What is required
Give back the data in full. Leave nothing out.

Data for processing
[Start of Attachment]

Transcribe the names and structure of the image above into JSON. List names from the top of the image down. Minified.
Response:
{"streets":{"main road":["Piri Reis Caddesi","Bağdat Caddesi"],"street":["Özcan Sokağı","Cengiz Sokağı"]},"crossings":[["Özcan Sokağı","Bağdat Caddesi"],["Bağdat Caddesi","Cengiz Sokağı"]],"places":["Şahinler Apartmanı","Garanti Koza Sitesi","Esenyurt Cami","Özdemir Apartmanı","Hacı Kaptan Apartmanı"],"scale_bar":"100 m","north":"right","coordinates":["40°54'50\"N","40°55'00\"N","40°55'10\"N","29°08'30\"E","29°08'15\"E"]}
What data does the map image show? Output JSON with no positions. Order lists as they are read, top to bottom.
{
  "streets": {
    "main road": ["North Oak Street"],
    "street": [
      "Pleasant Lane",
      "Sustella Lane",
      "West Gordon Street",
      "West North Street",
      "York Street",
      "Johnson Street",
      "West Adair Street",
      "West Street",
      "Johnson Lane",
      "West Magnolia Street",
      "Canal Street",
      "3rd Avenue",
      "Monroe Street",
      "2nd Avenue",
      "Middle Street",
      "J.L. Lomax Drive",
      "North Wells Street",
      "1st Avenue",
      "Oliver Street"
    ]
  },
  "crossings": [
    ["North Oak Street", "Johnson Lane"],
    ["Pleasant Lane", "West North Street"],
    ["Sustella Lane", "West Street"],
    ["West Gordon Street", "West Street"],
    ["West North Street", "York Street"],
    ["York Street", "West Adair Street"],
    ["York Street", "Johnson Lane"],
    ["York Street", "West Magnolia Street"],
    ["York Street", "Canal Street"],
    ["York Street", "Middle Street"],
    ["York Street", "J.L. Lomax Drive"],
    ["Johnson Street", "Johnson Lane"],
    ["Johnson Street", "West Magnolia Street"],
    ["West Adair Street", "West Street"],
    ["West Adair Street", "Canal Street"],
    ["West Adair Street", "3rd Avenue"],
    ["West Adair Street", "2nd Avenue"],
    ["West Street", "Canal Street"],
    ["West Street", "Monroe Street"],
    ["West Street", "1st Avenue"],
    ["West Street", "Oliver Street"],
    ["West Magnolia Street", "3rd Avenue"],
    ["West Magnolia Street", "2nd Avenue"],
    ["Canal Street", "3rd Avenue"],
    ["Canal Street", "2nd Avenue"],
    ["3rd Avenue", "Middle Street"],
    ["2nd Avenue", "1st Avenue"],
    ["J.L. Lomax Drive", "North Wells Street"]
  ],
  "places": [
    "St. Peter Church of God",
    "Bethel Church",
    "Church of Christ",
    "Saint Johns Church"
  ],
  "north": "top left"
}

[End of Attachment]

Answer to this task
Transcribe the names and structure of the image above into JSON. List names from the top of the image down. Minified.
Response:
{"streets":{"main road":["Piri Reis Caddesi","Bağdat Caddesi"],"street":["Özcan Sokağı","Cengiz Sokağı"]},"crossings":[["Özcan Sokağı","Bağdat Caddesi"],["Bağdat Caddesi","Cengiz Sokağı"]],"places":["Şahinler Apartmanı","Garanti Koza Sitesi","Esenyurt Cami","Özdemir Apartmanı","Hacı Kaptan Apartmanı"],"scale_bar":"100 m","north":"right","coordinates":["40°54'50\"N","40°55'00\"N","40°55'10\"N","29°08'30\"E","29°08'15\"E"]}
What data does the map image show? Output JSON with no positions. Order lists as they are read, top to bottom.
{
  "streets": {
    "main road": ["North Oak Street"],
    "street": [
      "Pleasant Lane",
      "Sustella Lane",
      "West Gordon Street",
      "West North Street",
      "York Street",
      "Johnson Street",
      "West Adair Street",
      "West Street",
      "Johnson Lane",
      "West Magnolia Street",
      "Canal Street",
      "3rd Avenue",
      "Monroe Street",
      "2nd Avenue",
      "Middle Street",
      "J.L. Lomax Drive",
      "North Wells Street",
      "1st Avenue",
      "Oliver Street"
    ]
  },
  "crossings": [
    ["North Oak Street", "Johnson Lane"],
    ["Pleasant Lane", "West North Street"],
    ["Sustella Lane", "West Street"],
    ["West Gordon Street", "West Street"],
    ["West North Street", "York Street"],
    ["York Street", "West Adair Street"],
    ["York Street", "Johnson Lane"],
    ["York Street", "West Magnolia Street"],
    ["York Street", "Canal Street"],
    ["York Street", "Middle Street"],
    ["York Street", "J.L. Lomax Drive"],
    ["Johnson Street", "Johnson Lane"],
    ["Johnson Street", "West Magnolia Street"],
    ["West Adair Street", "West Street"],
    ["West Adair Street", "Canal Street"],
    ["West Adair Street", "3rd Avenue"],
    ["West Adair Street", "2nd Avenue"],
    ["West Street", "Canal Street"],
    ["West Street", "Monroe Street"],
    ["West Street", "1st Avenue"],
    ["West Street", "Oliver Street"],
    ["West Magnolia Street", "3rd Avenue"],
    ["West Magnolia Street", "2nd Avenue"],
    ["Canal Street", "3rd Avenue"],
    ["Canal Street", "2nd Avenue"],
    ["3rd Avenue", "Middle Street"],
    ["2nd Avenue", "1st Avenue"],
    ["J.L. Lomax Drive", "North Wells Street"]
  ],
  "places": [
    "St. Peter Church of God",
    "Bethel Church",
    "Church of Christ",
    "Saint Johns Church"
  ],
  "north": "top left"
}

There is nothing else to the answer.